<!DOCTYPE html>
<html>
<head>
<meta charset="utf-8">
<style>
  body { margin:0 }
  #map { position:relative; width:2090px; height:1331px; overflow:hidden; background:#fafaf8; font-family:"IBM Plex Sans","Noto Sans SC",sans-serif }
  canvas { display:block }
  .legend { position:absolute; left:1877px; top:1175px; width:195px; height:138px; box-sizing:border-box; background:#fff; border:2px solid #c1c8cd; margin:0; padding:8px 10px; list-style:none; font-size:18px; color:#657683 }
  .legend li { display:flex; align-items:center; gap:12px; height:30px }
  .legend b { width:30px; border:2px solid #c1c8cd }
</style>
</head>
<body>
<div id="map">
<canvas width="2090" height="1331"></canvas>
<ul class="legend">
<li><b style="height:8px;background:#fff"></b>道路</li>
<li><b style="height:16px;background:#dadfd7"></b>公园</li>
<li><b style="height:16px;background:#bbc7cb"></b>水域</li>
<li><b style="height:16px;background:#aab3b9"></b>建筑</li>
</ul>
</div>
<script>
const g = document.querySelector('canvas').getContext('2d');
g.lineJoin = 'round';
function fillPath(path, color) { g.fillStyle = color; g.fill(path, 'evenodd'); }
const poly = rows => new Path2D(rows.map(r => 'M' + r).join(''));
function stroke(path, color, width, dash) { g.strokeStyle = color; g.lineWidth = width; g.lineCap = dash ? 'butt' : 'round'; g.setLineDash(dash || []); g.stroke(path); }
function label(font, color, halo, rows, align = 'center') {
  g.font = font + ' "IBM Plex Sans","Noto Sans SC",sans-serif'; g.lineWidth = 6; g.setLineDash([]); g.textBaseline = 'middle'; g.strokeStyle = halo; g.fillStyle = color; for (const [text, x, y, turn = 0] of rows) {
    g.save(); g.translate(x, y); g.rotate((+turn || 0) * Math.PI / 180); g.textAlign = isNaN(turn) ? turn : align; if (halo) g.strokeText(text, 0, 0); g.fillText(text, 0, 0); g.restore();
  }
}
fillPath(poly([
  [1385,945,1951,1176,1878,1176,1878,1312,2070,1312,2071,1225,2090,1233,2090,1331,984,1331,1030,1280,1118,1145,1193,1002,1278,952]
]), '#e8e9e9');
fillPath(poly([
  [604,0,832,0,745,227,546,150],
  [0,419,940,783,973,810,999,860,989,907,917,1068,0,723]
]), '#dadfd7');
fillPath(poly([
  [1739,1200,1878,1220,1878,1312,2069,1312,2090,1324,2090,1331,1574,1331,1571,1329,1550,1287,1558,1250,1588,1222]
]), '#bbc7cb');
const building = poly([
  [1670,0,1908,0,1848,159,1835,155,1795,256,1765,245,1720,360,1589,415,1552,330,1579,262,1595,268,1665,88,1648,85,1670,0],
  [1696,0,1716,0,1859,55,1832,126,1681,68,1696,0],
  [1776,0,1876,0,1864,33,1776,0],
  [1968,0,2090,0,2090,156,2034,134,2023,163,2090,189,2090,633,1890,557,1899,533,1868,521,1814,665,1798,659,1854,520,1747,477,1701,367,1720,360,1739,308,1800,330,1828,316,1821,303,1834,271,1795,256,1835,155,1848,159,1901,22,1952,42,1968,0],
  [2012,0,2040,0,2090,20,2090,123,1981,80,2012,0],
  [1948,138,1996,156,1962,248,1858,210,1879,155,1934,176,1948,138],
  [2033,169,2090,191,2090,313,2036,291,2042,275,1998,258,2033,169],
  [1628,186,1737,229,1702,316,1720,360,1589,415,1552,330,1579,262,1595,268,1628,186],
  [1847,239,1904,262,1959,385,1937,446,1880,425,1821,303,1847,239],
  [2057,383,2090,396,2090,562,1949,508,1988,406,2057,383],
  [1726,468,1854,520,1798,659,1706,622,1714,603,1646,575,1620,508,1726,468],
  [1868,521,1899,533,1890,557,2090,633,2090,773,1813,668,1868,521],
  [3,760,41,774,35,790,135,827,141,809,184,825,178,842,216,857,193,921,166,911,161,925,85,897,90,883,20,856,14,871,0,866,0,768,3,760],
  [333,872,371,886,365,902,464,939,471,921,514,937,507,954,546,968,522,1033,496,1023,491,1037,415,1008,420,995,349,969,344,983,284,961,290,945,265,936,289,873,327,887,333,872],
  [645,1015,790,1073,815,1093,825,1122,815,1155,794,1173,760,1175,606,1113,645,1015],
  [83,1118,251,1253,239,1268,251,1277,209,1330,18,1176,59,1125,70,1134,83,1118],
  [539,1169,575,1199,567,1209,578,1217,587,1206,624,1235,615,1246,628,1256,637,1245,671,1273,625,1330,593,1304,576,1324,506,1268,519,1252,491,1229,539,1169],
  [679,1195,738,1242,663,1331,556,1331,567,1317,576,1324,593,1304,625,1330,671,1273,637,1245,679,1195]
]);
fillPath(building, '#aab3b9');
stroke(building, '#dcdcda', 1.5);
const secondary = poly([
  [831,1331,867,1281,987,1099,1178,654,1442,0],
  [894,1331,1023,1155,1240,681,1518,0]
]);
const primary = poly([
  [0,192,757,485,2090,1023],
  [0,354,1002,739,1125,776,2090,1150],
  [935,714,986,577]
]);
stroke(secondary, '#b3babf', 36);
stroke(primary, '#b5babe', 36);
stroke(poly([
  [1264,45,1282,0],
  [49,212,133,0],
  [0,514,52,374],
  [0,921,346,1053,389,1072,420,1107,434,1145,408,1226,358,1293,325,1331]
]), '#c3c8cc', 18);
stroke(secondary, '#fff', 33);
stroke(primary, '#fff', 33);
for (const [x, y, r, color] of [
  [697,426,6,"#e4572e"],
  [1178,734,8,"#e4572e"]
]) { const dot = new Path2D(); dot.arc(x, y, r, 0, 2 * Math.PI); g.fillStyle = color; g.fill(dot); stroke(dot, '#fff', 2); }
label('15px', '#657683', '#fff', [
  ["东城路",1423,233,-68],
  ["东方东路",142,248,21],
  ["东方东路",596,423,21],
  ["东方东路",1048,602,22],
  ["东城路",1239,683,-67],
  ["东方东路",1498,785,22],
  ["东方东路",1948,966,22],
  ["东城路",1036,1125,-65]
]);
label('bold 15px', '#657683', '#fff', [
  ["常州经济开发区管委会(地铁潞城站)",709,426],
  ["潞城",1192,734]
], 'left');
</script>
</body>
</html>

[Task directions]: The answer must hold exactly the lines of the entries above, from the first line through the line that contains "position:absolute; left:1877px; top:1175px;", and no others.

[Result below]:
<!DOCTYPE html>
<html>
<head>
<meta charset="utf-8">
<style>
  body { margin:0 }
  #map { position:relative; width:2090px; height:1331px; overflow:hidden; background:#fafaf8; font-family:"IBM Plex Sans","Noto Sans SC",sans-serif }
  canvas { display:block }
  .legend { position:absolute; left:1877px; top:1175px; width:195px; height:138px; box-sizing:border-box; background:#fff; border:2px solid #c1c8cd; margin:0; padding:8px 10px; list-style:none; font-size:18px; color:#657683 }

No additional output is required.